**Task**
Scan the listing below. Return every line containing the string "block".

**Records for this exercise**
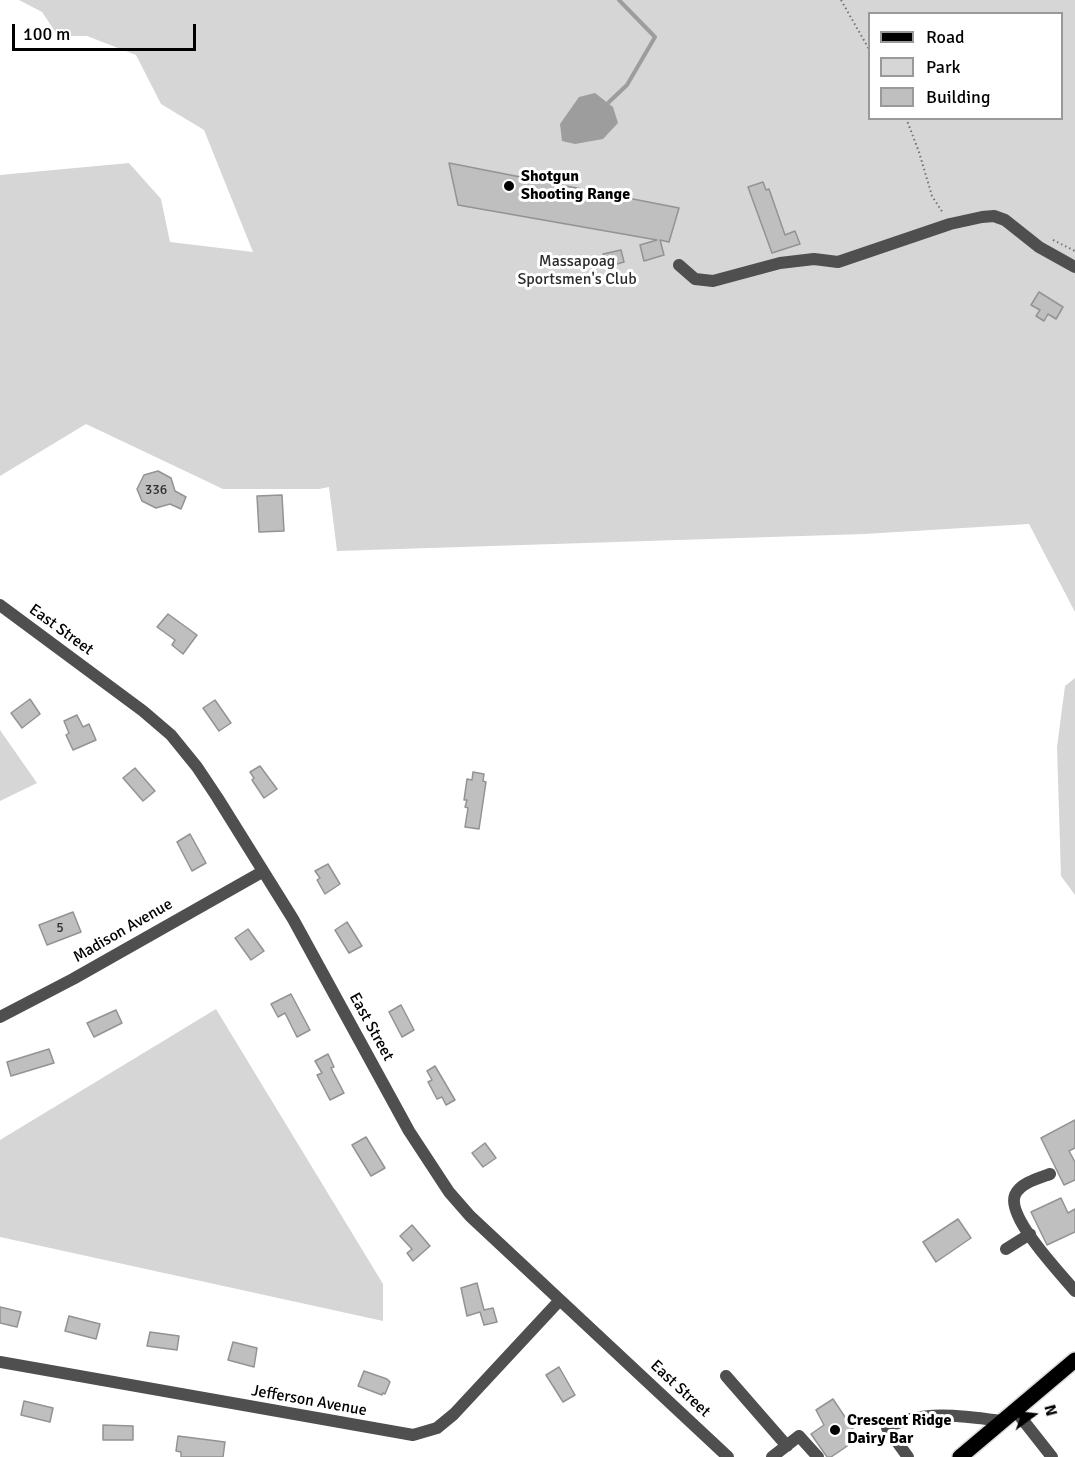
<!DOCTYPE html>
<style>
body{margin:0}
#map{position:relative;width:1075px;height:1457px;overflow:hidden;background:#fff;font-family:Signika,sans-serif}
canvas{display:block}
.legend{position:absolute;left:868px;top:12px;width:195px;height:108px;box-sizing:border-box;background:#fff;border:2px solid #999;margin:0;padding:8px 10px;list-style:none;font-size:18px;color:#000}
.legend li{display:flex;align-items:center;gap:12px;height:30px}
.legend b{width:30px;border:2px solid #999}
.north{position:absolute;left:1003px;top:1385px;width:60px;height:60px;-webkit-text-stroke:4px #fff;paint-order:stroke;rotate:75deg;font-size:16px;font-weight:700;line-height:24px;text-align:center;color:#000}
.north::after{content:'';display:block;margin:auto;width:21px;height:27px;background:#000;clip-path:polygon(50% 0,100% 100%,50% 72%,0 100%)}
.scale{position:absolute;left:12px;top:24px;width:184px;height:27px;box-sizing:border-box;border:3px solid #000;border-top:0;padding-left:8px;font-size:18px;line-height:21px;white-space:nowrap;color:#000;-webkit-text-stroke:4px #fff;paint-order:stroke}
</style>
<div id="map">
<canvas width="1075" height="1457"></canvas>
<ul class="legend">
<li><b style="height:8px;background:#000"></b>Road</li>
<li><b style="height:16px;background:#d6d6d6"></b>Park</li>
<li><b style="height:16px;background:#bfbfbf"></b>Building</li>
</ul>
<div class="north">N</div>
<div class="scale">100 m</div>
</div>
<script>
const context = document.querySelector('canvas').getContext('2d');
context.lineJoin = 'round';
function paint(path, color) { context.fillStyle = color; context.fill(path, 'evenodd'); }
function trace(path, color, width, dash) { context.strokeStyle = color; context.lineWidth = width; context.lineCap = dash ? 'butt' : 'round'; context.setLineDash(dash || []); context.stroke(path); }
function label(font, color, halo, rows, align = 'center') {
  context.font = font + ' Signika,sans-serif'; context.lineWidth = 6; context.setLineDash([]); context.textBaseline = 'middle'; context.strokeStyle = halo; context.fillStyle = color; for (const [text, x, y, turn = 0] of rows) {
    context.save(); context.translate(x, y); context.rotate((+turn || 0) * Math.PI / 180); context.textAlign = isNaN(turn) ? turn : align; if (halo) context.strokeText(text, 0, 0); context.fillText(text, 0, 0); context.restore();
  }
}
paint(new Path2D(`
 M19 0H1075V612L1029 524 864 534 337 551 329 487 319 489H223L86 424 0 476V175L129 163 161 199 170 242 253 252 204 130 161 104 136 55 87 36H58L42 12ZM870 14H1062V118H870Z
 M1075 678V895L1061 876 1057 747 1065 686Z
 M0 730 37 783 0 801Z
 M216 1009 383 1284V1321L0 1237V1140Z`), '#d6d6d6');
paint(new Path2D(`
 M595 93 613 107 618 123 603 139 575 144 562 141 560 124 579 97Z`), '#9d9d9d');
trace(new Path2D(`
 M609 102 627 85 655 37 619 0`), '#9d9d9d', 4);
const building = new Path2D(`
 M449 163 679 208 669 242 660 240 664 255 644 261 640 245 657 240 458 205Z
 M763 182 766 190 769 189 785 235 795 231 800 244 772 253 748 187Z
 M621 250 624 262 606 267 603 254Z
 M1039 292 1063 307 1056 319 1048 314 1044 321 1036 316 1040 310 1031 305Z
 M158 471 171 478 175 491 186 497 181 509 170 504 156 508 142 501 137 489 144 475Z
 M282 495 284 531 259 532 257 496Z
 M168 614 197 635 183 654 172 645 175 640 157 627Z
 M30 699 40 714 22 728 11 713Z
 M215 700 231 723 219 731 203 708Z
 M77 715 83 727 89 724 96 740 73 750 66 735 69 733 64 721Z
 M260 766 277 789 264 798 252 780 254 778 250 772Z
 M135 768 155 791 143 801 123 778Z
 M473 772 484 774 483 781 486 782 479 829 465 827 468 808 465 807 467 800H464L467 779 472 780Z
 M190 834 206 863 192 871 177 842Z
 M328 864 340 884 325 894 317 880 320 878 315 871Z
 M73 912 81 932 47 945 39 925Z
 M347 922 362 946 349 953 335 930Z
 M248 929 264 951 251 960 235 938Z
 M291 994 310 1030 297 1037 285 1013 278 1017 271 1004Z
 M401 1005 414 1030 402 1037 389 1012Z
 M116 1010 122 1023 94 1037 87 1023Z
 M49 1049 54 1063 11 1076 7 1062Z
 M328 1054 334 1067 331 1068 344 1093 330 1100 317 1075 322 1073 315 1061Z
 M435 1066 455 1100 446 1105 442 1097 437 1099 428 1082 432 1080 427 1071Z
 M1075 1120V1148L1069 1151 1075 1162V1180L1064 1185 1041 1138Z
 M366 1137 385 1168 371 1176 352 1145Z
 M485 1143 496 1158 483 1167 472 1153Z
 M1061 1198 1068 1213 1075 1209V1232L1047 1245 1031 1212Z
 M958 1219 971 1238 936 1262 923 1242Z
 M412 1225 430 1246 413 1261 407 1253 412 1249 400 1236Z
 M477 1283 484 1310 493 1308 497 1322 484 1325 480 1312 467 1316 461 1288Z
 M0 1307 21 1312 17 1327 0 1323Z
 M69 1316 100 1324 96 1339 65 1331Z
 M150 1332 179 1336 177 1350 147 1346Z
 M233 1342 257 1348 254 1367 228 1360Z
 M559 1367 575 1395 563 1402 546 1375Z
 M364 1371 387 1379 390 1382 385 1394 383 1393 382 1395 358 1386Z
 M833 1399 859 1438 831 1457H827L811 1434 824 1425 816 1410Z
 M24 1401 53 1408 50 1422 21 1415Z
 M103 1425 133 1426V1440H103Z
 M178 1436 225 1442 223 1457H181V1452L176 1451Z`);
paint(building, '#bfbfbf');
trace(building, '#939393', 1.5);
const major = new Path2D(`
 M960 1457 1075 1360`);
trace(major, '#dbdbdb', 18);
trace(new Path2D(`
 M841 0 870 51
 M906 118 919 152 932 196 943 213
 M1053 240 1075 251`), '#717171', 2, [1.5, 3]);
trace(new Path2D(`
 M679 265 695 279 713 281 780 263 814 259 838 262 950 224 982 217 994 216 1005 220 1039 247 1075 267
 M0 605 143 711 171 735 197 767 217 797 293 919 409 1131 449 1192 470 1216 728 1457
 M0 1017 73 979 262 872
 M1050 1174C1039 1178 1020 1183 1015 1195 1006 1217 1061 1274 1075 1291
 M1006 1249 1030 1234
 M0 1362 413 1435 437 1428 454 1414 560 1300
 M726 1376 787 1446
 M1015 1410 1052 1457
 M772 1457 799 1436 818 1457
 M908 1457 887 1428C920 1409 965 1416 1001 1421`), '#4f4f4f', 12);
trace(major, '#000', 15);
for (const [x, y, r, color] of [
 [509,186,6,"#000"],
 [835,1430,6,"#000"]
]) { const dot = new Path2D(); dot.arc(x, y, r, 0, 2 * Math.PI); context.fillStyle = color; context.fill(dot); trace(dot, '#fff', 2); }
label('14px', '#303030', null, [
 ["336",156,490],
 ["5",60,928]
]);
label('bold 16px', '#000', '#fff', [
 ["Shotgun",521,177],
 ["Shooting Range",521,195],
 ["Crescent Ridge",847,1421],
 ["Dairy Bar",847,1439]
], 'left');
label('16px', '#2d2d2d', '#fff', [
 ["Massapoag",577,262],
 ["Sportsmen's Club",577,280]
]);
label('16px', '#000', '#fff', [
 ["East Street",61,630,36],
 ["Madison Avenue",123,931,-30],
 ["East Street",371,1027,61],
 ["East Street",680,1389,43],
 ["Jefferson Avenue",309,1401,10]
]);
</script>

**Problem solution**
canvas{display:block}
.north::after{content:'';display:block;margin:auto;width:21px;height:27px;background:#000;clip-path:polygon(50% 0,100% 100%,50% 72%,0 100%)}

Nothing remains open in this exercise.